TP-3654 Food Effect Study

March 19, 2026 updated by: Sumitomo Pharma America, Inc.

A Phase 1 Randomized Study in Healthy Adult Participants to Assess the Relative Bioavailability of and Effect of Food on TP-3654 Capsule Formulations

This clinical trial will determine the bioavailability and effect of food on TP-3654 in healthy adult participants.

Study Overview

Status

Completed

Conditions

Intervention / Treatment

Study Type

Interventional

Enrollment (Actual)

24

Phase

  • Phase 1

Contacts and Locations

This section provides the contact details for those conducting the study, and information on where this study is being conducted.

Study Locations

  • United States
    • New Jersey
      • Secaucus, New Jersey, United States, 07094
        • Frontage Clinical

Participation Criteria

Researchers look for people who fit a certain description, called eligibility criteria. Some examples of these criteria are a person's general health condition or prior treatments.

Eligibility Criteria

Ages Eligible for Study

  • Adult
  • Older Adult

Accepts Healthy Volunteers

Yes

Description

Inclusion Criteria:

  • Participant has a BMI ≥ 18.5 and ≤ 32 kg/m2 at screening.
  • Participant is generally healthy, as determined by the Investigator based on medical history, physical examination, clinical laboratory test results, vital signs, and 12-lead ECG at screening.
  • Participant agrees to avoid the use of concomitant medications (except hormonal contraception or medication provided by the site staff under the direction of the Investigator) from time of screening through the final follow-up visit.
  • Participant agrees to abstain from alcohol, recreational drugs (including marijuana), and nicotine from time of screening through the final follow-up visit.
  • Participant agrees to use acceptable method of contraception during the duration of the study and up to 6 months after last dose.
  • Participant agrees to not donate eggs or sperm during the study and up to 6 months after last dose.

Exclusion Criteria:

  • Pregnancy
  • History of alcohol and recreational drug use including smoking and/or use of nicotine products.
  • Clinically significant medical history
  • Exposure to other investigational product

Study Plan

This section provides details of the study plan, including how the study is designed and what the study is measuring.

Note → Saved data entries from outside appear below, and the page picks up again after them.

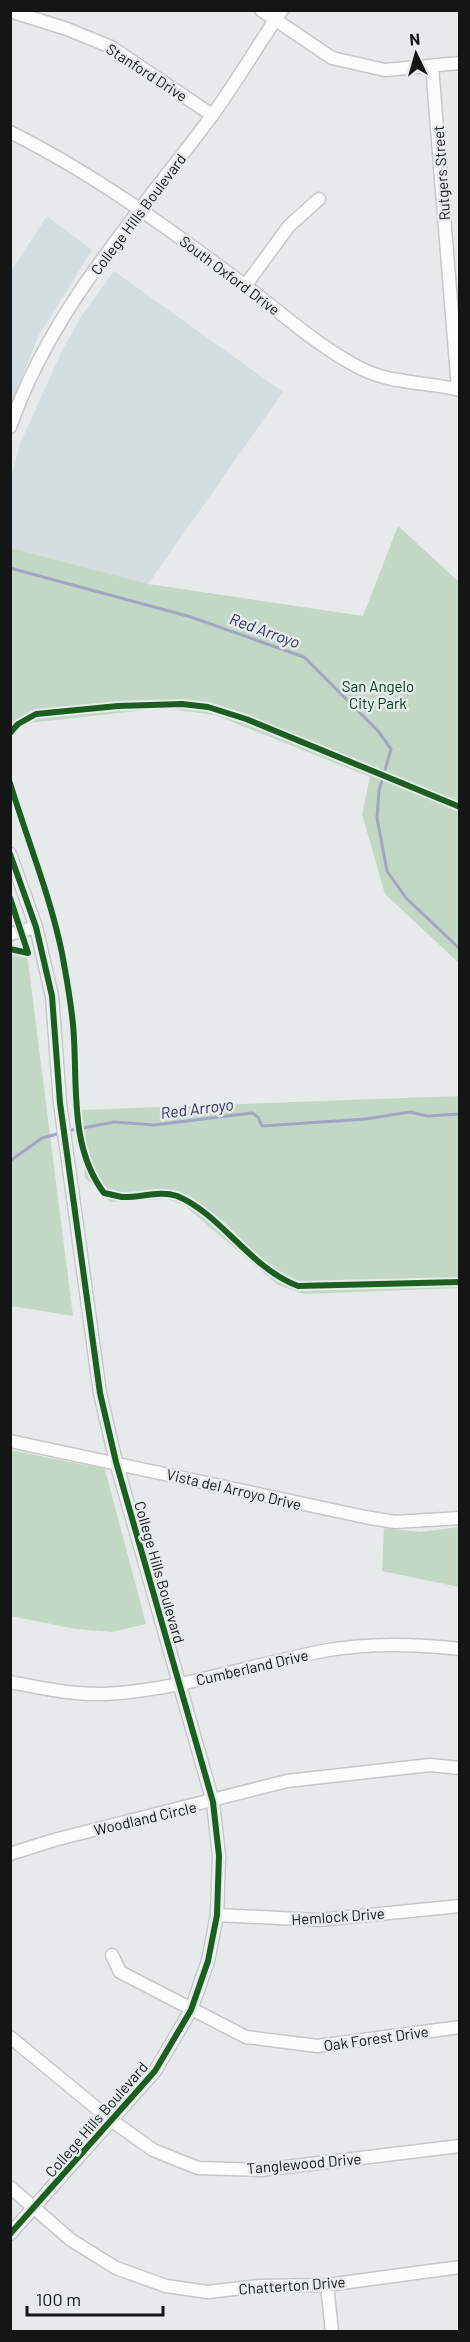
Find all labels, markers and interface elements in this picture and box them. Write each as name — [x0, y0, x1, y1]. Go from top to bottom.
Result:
north arrow — [386, 24, 446, 84]
text: N — [409, 29, 421, 48]
street label: Stanford Drive — [103, 39, 191, 105]
street label: Rutgers Street — [429, 125, 453, 221]
street label: College Hills Boulevard — [87, 150, 189, 278]
street label: South Oxford Drive — [176, 231, 284, 319]
water label: Red Arroyo — [227, 609, 303, 651]
park label: San Angelo City Park — [342, 677, 414, 712]
water label: Red Arroyo — [159, 1094, 235, 1122]
street label: Vista del Arroyo Drive — [165, 1465, 303, 1513]
street label: College Hills Boulevard — [131, 1499, 189, 1645]
street label: Cumberland Drive — [194, 1645, 310, 1689]
street label: Woodland Circle — [92, 1797, 198, 1839]
street label: Hemlock Drive — [291, 1904, 385, 1928]
street label: Oak Forest Drive — [322, 2022, 430, 2054]
street label: College Hills Boulevard — [41, 2058, 151, 2180]
street label: Tanglewood Drive — [246, 2149, 362, 2177]
street label: Chatterton Drive — [238, 2272, 346, 2298]
scale bar — [27, 2279, 164, 2317]
text: 100 m — [36, 2288, 81, 2310]

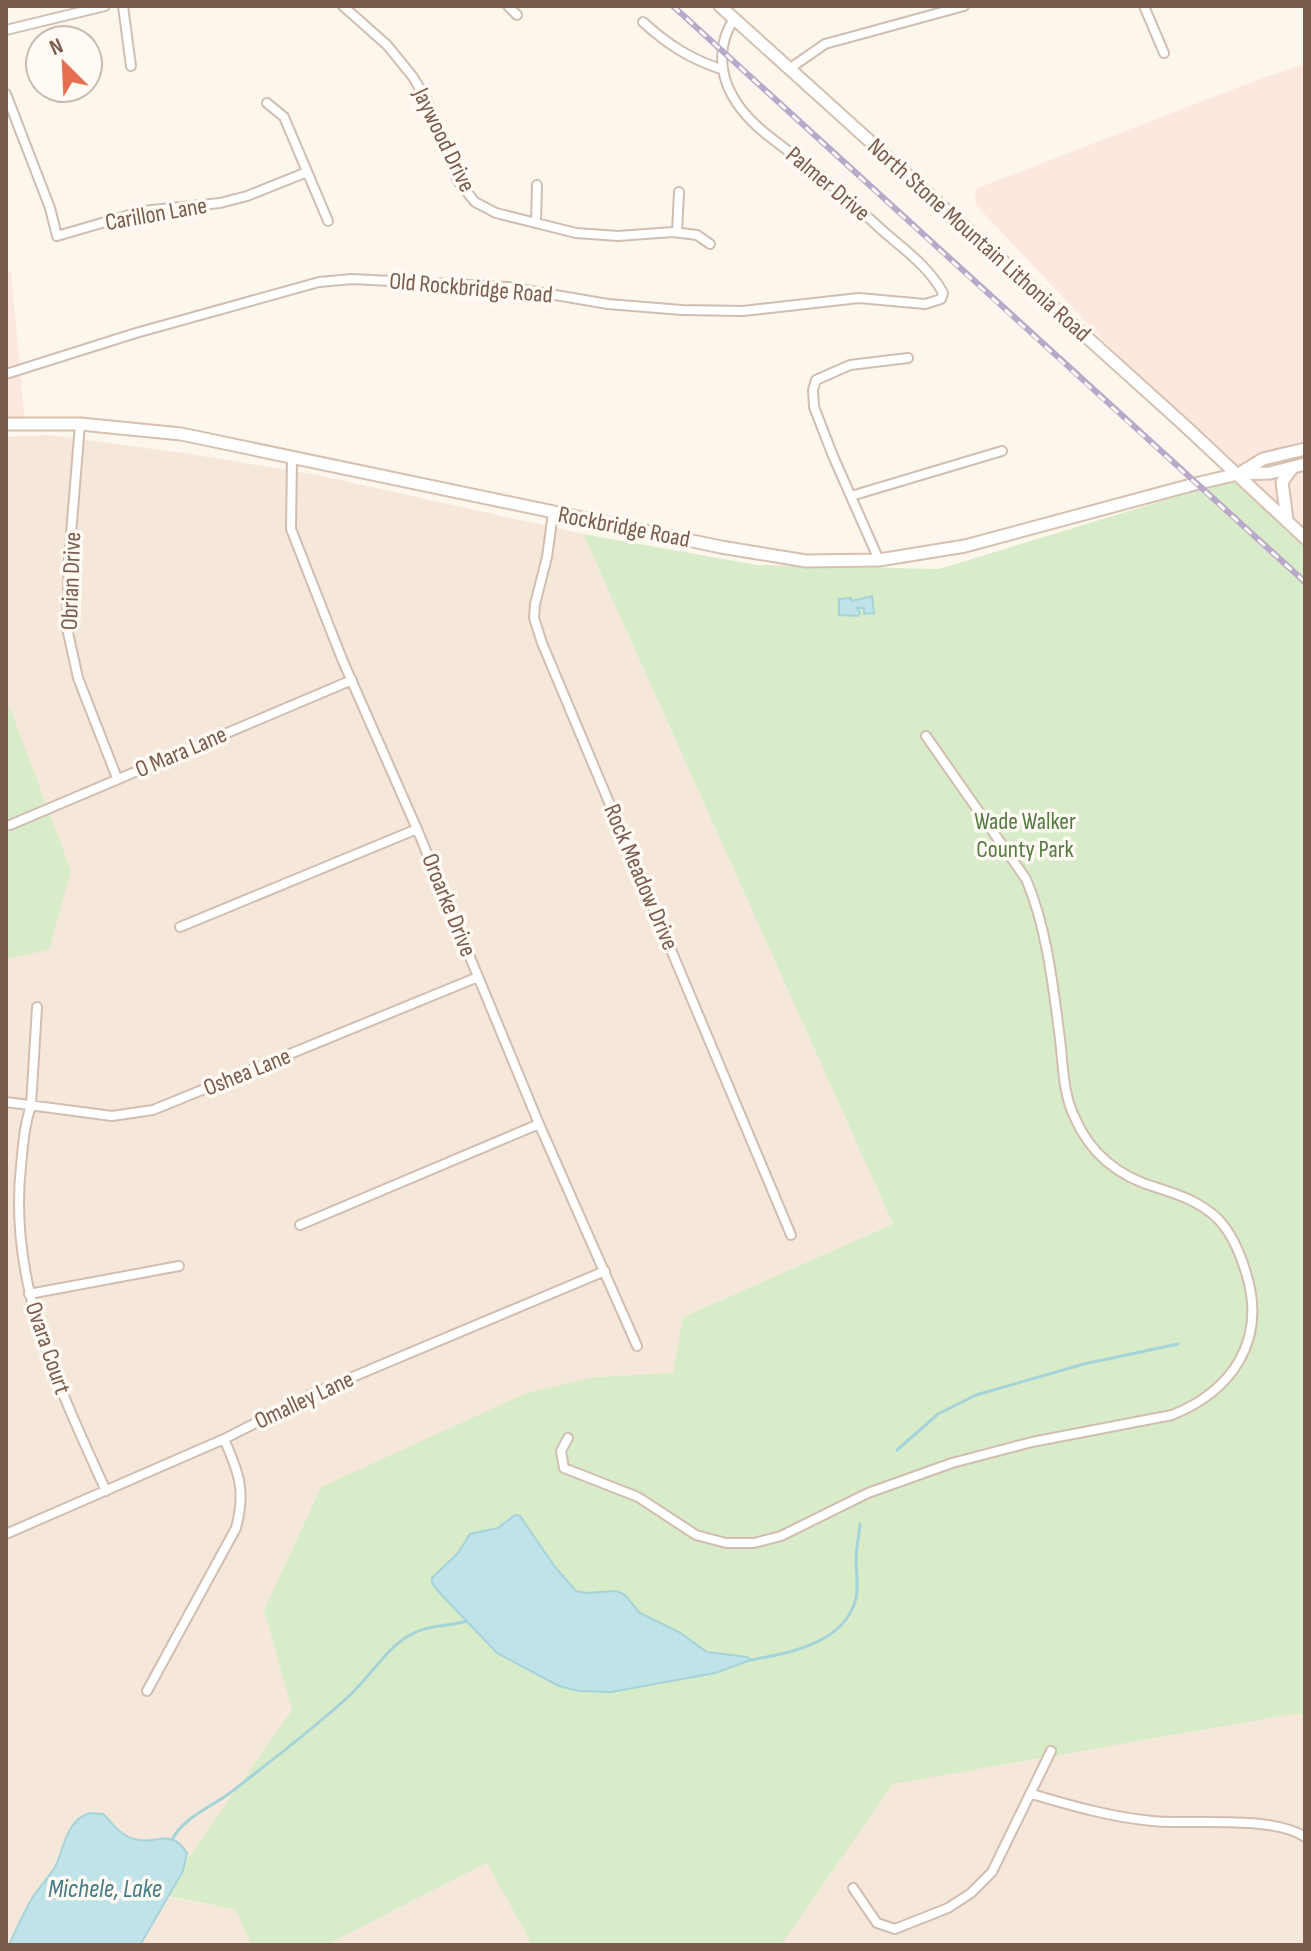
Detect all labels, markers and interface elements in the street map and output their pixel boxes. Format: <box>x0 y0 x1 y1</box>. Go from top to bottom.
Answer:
north arrow <box>24 24 104 104</box>
text: N <box>46 32 67 62</box>
street label: Jaywood Drive <box>406 82 482 197</box>
street label: North Stone Mountain Lithonia Road <box>861 132 1097 348</box>
street label: Palmer Drive <box>780 140 876 228</box>
street label: Carillon Lane <box>103 191 209 237</box>
street label: Old Rockbridge Road <box>388 266 554 310</box>
street label: Rockbridge Road <box>556 500 692 554</box>
street label: Obrian Drive <box>55 531 87 631</box>
street label: O Mara Lane <box>131 720 231 784</box>
street label: Rock Meadow Drive <box>597 800 685 954</box>
park label: Wade Walker County Park <box>974 807 1076 864</box>
street label: Oroarke Drive <box>415 849 483 961</box>
street label: Oshea Lane <box>199 1041 295 1103</box>
street label: Ovara Court <box>19 1298 77 1398</box>
street label: Omalley Lane <box>250 1364 358 1436</box>
water label: Michele, Lake <box>48 1874 162 1905</box>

How is the study designed?

Design Details

  • Primary Purpose: Other
  • Allocation: Randomized
  • Interventional Model: Sequential Assignment
  • Masking: None (Open Label)

Arms and Interventions

Participant Group / Arm
Intervention / Treatment
Experimental: Part A
Randomized, single-dose, 3-period, 3-way cross-over study to assess the relative bioavailability of TP-3654 capsule formulation (1:5 ratio of API:excipient) vs capsule formulations using a 1:3 and 1:2 of API:excipient ratio.
Drug: TP-3654
capsule, oral administered
Experimental: Part B
Randomized, single-dose, 3-period, 3-way cross-over study to evaluate the effect of food on the PK of the Sponsor's selected TP-3654 capsule formulation (1:3 or 1:2).
Drug: TP-3654
capsule, oral administered

What is the study measuring?

Primary Outcome Measures

Outcome Measure
Measure Description
Time Frame
The Cmax for relative bioavailability of TP-3654 in Part A
Time Frame: 13 days
Analysis of the maximum concentration (Cmax) of the relative bioavailability of TP-3654 in two different capsule formulations utilizing the ratio of adjusted geometric means
13 days
The Cmax for relative bioavailability of TP-3654 in Part B
Time Frame: 13 days
Analysis of the maximum concentration (Cmax) of the relative bioavailability of the selected capsule formulation of TP-3654 from Part A when administered in fed versus fasting conditions utilizing the ratio of adjusted geometric means.
13 days
The AUC for relative bioavailability of TP-3654 in Part A
Time Frame: 13 days
Analysis of the area under the concentration (AUC) time curve of the relative bioavailability of TP-3654 in two different capsule formulations utilizing the ratio of adjusted geometric means
13 days
The AUC for relative bioavailability of TP-3654 in Part B
Time Frame: 13 days
Analysis of the area under the concentration (AUC) time curve of the relative bioavailability of the selected capsule formulation of TP-3654 from Part A when administered in fed versus fasting conditions utilizing the ratio of adjusted geometric means.
13 days

Secondary Outcome Measures

Outcome Measure
Time Frame
The number of adverse events and their severity as reported in healthy adult participants
Time Frame: 47 days
47 days

Collaborators and Investigators

This is where you will find people and organizations involved with this study.

Sponsor

Sumitomo Pharma America, Inc.

Study record dates

These dates track the progress of study record and summary results submissions to ClinicalTrials.gov. Study records and reported results are reviewed by the National Library of Medicine (NLM) to make sure they meet specific quality control standards before being posted on the public website.

Study Major Dates

Study Start (Actual)

March 4, 2024

Primary Completion (Actual)

May 31, 2024

Study Completion (Actual)

May 31, 2024

Study Registration Dates

First Submitted

March 19, 2026

First Submitted That Met QC Criteria

March 19, 2026

First Posted (Actual)

March 25, 2026

Study Record Updates

Last Update Posted (Actual)

March 25, 2026

Last Update Submitted That Met QC Criteria

March 19, 2026

Last Verified

March 1, 2026

More Information

Terms related to this study

Additional Relevant MeSH Terms

Other Study ID Numbers

  • TP-3654-104

Plan for Individual participant data (IPD)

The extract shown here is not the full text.